The majority of rebar (except the high grades) is not held to high tolerances in its manufacture. If you don't know what

  • 1 month later...

 if you have an experimental blade design, you could alway's just use it to get the kinks out

  • 3 weeks later...

I have a chisel made out of rebar, I've cut cement, wood, cold metal, hot metal, nails, screws, bolts and my finger with it... Never under estimate scrap.

  • 4 years later...

 I know rebar won't hold an edge and all that, but my plan is to make a rapier (mostly for show). BUT if somebody wanted to buy it and use it for say, sword on sword sparring, would the blade snap or bend? It would be blunt so all I need to worry about is structure, and rebar is fairly flexible so i thought there might be a chance. Thoughts?

 

I have moved this post to the proper area,,sword making. Please try and post in an area that fits your question.

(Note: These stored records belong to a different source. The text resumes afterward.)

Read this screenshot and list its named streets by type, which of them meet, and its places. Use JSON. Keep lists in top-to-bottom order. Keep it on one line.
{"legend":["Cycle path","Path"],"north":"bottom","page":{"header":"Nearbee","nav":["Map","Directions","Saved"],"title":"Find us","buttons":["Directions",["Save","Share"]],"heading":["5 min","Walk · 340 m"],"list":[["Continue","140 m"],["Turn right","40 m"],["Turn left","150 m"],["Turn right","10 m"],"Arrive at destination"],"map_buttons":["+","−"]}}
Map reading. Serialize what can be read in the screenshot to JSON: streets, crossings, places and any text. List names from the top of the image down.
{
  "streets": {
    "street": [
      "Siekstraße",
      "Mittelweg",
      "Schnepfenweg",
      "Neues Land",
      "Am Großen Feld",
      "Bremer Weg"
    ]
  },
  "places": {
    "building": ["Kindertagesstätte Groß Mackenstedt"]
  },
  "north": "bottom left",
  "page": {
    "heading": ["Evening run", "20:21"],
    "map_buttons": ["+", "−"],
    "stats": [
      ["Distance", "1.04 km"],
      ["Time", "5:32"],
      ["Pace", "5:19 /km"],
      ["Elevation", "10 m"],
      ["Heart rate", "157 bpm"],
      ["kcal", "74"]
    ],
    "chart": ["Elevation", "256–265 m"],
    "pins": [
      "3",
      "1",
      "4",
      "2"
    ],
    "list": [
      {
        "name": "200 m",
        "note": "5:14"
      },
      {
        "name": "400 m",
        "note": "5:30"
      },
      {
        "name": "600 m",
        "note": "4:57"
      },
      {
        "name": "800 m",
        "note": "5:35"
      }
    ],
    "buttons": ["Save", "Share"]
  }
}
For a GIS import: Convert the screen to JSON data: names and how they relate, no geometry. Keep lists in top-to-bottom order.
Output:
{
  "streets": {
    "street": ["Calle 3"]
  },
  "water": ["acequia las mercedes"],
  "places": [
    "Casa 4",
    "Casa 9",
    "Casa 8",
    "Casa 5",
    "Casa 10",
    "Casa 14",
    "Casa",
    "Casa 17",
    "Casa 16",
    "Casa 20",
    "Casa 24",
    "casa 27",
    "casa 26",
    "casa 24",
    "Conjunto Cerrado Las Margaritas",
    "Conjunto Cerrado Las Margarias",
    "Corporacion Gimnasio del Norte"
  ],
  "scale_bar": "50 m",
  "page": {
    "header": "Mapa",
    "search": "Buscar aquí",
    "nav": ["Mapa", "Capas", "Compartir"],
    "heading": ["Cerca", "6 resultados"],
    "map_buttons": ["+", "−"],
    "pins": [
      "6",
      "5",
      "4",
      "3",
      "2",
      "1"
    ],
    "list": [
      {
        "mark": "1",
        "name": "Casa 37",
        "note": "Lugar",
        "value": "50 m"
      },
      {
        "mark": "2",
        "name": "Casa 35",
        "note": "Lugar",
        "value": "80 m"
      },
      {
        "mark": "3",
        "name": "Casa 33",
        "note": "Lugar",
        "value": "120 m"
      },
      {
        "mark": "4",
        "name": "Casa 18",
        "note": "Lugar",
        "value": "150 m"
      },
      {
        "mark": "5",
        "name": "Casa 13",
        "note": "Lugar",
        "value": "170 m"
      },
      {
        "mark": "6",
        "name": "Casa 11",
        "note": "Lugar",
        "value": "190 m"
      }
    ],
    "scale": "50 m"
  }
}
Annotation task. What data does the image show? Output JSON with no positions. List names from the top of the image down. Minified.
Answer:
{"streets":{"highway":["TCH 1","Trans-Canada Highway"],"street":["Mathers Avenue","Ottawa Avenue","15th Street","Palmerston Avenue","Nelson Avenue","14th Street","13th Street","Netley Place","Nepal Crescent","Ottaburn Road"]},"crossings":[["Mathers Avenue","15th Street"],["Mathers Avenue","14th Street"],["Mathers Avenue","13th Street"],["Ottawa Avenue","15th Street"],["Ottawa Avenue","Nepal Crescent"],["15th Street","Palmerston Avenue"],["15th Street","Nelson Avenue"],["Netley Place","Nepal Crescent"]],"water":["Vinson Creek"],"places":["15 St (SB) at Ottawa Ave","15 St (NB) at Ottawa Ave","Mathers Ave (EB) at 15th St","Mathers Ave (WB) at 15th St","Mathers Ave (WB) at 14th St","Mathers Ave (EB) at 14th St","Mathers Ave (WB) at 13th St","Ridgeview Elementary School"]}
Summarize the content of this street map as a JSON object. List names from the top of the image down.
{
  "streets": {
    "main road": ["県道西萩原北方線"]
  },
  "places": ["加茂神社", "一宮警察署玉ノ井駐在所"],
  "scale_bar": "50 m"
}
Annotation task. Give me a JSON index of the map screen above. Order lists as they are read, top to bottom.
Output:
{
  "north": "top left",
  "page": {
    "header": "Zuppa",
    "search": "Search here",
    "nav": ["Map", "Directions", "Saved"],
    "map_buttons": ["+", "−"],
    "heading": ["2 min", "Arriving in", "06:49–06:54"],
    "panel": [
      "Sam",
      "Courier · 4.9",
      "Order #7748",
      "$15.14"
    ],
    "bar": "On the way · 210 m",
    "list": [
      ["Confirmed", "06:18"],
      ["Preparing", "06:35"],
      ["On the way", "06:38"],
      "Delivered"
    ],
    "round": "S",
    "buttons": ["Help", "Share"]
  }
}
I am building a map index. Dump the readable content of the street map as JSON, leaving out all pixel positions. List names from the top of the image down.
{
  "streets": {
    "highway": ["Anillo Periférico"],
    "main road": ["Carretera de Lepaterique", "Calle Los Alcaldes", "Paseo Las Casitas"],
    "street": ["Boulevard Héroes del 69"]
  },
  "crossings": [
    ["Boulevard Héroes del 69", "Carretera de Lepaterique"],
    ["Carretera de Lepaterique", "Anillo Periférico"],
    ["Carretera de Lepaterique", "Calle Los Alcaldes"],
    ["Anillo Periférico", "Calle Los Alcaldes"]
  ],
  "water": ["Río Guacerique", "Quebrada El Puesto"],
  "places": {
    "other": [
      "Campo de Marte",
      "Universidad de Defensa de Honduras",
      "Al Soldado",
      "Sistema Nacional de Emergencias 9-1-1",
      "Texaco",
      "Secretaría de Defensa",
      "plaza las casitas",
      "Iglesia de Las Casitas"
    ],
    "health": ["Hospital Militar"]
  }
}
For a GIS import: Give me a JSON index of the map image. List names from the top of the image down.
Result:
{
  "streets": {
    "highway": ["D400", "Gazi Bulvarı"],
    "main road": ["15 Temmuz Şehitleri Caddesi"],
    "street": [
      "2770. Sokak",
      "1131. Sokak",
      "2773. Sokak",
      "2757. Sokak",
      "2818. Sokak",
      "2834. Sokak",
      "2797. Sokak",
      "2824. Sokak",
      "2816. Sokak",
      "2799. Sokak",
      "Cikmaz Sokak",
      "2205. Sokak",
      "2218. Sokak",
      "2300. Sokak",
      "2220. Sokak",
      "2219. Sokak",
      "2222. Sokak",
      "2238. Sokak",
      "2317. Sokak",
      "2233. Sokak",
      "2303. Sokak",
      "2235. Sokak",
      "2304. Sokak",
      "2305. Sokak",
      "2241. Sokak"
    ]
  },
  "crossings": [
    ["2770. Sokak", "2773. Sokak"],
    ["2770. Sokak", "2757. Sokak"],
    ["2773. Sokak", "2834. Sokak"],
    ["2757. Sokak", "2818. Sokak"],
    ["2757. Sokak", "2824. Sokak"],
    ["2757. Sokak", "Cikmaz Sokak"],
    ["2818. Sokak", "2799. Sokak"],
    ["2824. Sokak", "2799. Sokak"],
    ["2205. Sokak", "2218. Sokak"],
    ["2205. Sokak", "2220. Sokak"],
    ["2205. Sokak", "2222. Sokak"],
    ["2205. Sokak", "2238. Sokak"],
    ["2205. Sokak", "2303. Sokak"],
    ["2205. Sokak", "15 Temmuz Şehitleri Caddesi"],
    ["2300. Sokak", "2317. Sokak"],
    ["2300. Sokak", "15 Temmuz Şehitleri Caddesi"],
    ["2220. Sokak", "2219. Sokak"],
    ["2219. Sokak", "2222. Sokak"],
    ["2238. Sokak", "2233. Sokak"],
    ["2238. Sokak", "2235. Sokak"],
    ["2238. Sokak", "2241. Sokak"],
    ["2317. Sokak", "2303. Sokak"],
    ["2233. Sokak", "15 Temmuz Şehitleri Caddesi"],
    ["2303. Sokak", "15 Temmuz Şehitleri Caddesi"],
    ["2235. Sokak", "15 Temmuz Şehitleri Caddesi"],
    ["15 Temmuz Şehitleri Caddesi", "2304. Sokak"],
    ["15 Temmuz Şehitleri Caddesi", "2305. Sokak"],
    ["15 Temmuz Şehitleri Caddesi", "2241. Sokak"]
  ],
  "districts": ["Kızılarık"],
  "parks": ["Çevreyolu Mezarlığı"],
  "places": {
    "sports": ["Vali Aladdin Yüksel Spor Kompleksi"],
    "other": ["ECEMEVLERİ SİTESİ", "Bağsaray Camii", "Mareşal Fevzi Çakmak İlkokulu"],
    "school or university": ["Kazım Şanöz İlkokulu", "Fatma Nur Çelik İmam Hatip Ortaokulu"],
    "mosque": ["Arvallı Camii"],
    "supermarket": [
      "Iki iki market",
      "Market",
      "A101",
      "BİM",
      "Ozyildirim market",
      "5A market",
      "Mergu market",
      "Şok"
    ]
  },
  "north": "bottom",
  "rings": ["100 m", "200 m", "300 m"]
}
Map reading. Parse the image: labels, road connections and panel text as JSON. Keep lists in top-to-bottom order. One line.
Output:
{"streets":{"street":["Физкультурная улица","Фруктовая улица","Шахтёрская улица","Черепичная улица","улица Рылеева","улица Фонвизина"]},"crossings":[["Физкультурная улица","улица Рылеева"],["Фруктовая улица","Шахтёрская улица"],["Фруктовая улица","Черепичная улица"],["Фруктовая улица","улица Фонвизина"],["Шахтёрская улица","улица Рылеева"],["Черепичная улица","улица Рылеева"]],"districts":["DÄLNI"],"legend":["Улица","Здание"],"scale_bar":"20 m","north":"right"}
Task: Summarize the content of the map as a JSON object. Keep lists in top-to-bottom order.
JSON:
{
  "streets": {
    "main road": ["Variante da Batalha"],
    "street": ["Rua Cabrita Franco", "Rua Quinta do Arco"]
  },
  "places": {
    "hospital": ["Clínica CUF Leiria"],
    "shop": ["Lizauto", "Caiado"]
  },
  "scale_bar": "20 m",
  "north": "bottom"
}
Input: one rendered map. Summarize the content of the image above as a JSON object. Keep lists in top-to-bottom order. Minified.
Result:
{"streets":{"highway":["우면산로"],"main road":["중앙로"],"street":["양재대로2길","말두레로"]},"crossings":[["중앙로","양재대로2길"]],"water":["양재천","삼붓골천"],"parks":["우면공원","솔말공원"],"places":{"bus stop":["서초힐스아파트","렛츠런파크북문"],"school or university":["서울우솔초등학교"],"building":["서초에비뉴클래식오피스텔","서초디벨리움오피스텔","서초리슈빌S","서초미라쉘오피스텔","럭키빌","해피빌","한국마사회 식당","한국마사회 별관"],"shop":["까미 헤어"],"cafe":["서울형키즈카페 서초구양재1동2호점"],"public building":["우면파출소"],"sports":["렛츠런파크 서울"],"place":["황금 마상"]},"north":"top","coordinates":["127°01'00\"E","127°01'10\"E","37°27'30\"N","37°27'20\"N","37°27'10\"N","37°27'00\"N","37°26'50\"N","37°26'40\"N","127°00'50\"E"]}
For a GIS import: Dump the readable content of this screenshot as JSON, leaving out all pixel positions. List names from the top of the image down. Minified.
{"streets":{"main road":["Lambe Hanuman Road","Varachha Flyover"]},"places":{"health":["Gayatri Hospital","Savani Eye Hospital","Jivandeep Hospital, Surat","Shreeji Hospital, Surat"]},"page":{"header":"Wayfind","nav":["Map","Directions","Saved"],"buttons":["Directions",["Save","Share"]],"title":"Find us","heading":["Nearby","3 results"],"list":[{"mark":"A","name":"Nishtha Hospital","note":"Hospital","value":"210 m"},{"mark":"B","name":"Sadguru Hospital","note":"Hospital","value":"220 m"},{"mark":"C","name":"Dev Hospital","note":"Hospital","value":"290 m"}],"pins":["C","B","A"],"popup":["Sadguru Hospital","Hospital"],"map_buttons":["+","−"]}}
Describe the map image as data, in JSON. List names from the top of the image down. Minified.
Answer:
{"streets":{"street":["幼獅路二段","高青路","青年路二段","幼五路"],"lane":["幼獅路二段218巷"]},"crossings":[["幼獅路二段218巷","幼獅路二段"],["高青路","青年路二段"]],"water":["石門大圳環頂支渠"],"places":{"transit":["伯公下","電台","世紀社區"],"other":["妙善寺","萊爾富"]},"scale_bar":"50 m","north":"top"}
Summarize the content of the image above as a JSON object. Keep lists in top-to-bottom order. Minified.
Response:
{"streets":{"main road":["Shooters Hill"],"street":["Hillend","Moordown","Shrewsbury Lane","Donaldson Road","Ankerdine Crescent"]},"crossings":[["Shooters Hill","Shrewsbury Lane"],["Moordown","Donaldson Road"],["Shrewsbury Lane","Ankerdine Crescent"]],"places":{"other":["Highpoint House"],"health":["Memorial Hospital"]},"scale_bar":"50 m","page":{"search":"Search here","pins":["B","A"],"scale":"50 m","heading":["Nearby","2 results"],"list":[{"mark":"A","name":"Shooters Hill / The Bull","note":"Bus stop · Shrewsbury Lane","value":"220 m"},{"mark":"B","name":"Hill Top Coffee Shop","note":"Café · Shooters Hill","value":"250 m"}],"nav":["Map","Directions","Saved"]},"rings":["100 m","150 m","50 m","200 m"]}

I could have also moved this into the safety area as this proposal could lead to bodily injury.

Moderator 51

First post and you want to make a sword out of rebar?  Tell you what.  Do it.  Then report back on the experience.  The people who know will ask you about your experience level.  What sort of experience do you have?  How much forging have you done?  Have you even made a knife yet?  How many years have you been forging steel and what sort of equipment do you have?  The short answer is.  It won't work on any level.  IF you had any experience at all you would have known that already.  Rebar is crap steel.  Study for a few years and you may be able to make a sword that won't snap the first time you hit something.  Learn about heat treating.  Learn about proper steels.  Learn forging technique.  Read the knife making and heat treating sections of this site.

Most certainly not the proper material for a blade. I wouldn't strike anything with a sword made from rebar. Rebar has a purpose.....and it's not blades. Use caution.

I don't consider rebar flexible: at the Spanish Army Museum they had a Toledo Rapier bent into a several pass spiral and embedded in a block of wood because if you took it out it would leap back to being straight.  Try that with rebar and you get a nice spiral that stays there when "released".

 

Selling a blade that may be used for sparring of a known bad material sets you up for liability---if it breaks and a piece kills someone are you willing to give up your house, car, tools and most of your income for the rest of your life---or perhaps even your freedom for a number of years to boot?

 

Generally if you have to ask this sort of question you are still several years away from being able to make a decent sword---if you really work at it!  Sort of a "I want to win formula 1 races---is learning to drive important?" type of question.

 

HOWEVER you won't start any younger; so learn to forge high carbon steels, make a LOT of knives and then make a lot of big knives!  Study steels and blademakers and what was done by people whose lives depended on their blades!

 

Who knows in a decade of so *you* might be answering these sorts of questions *here*!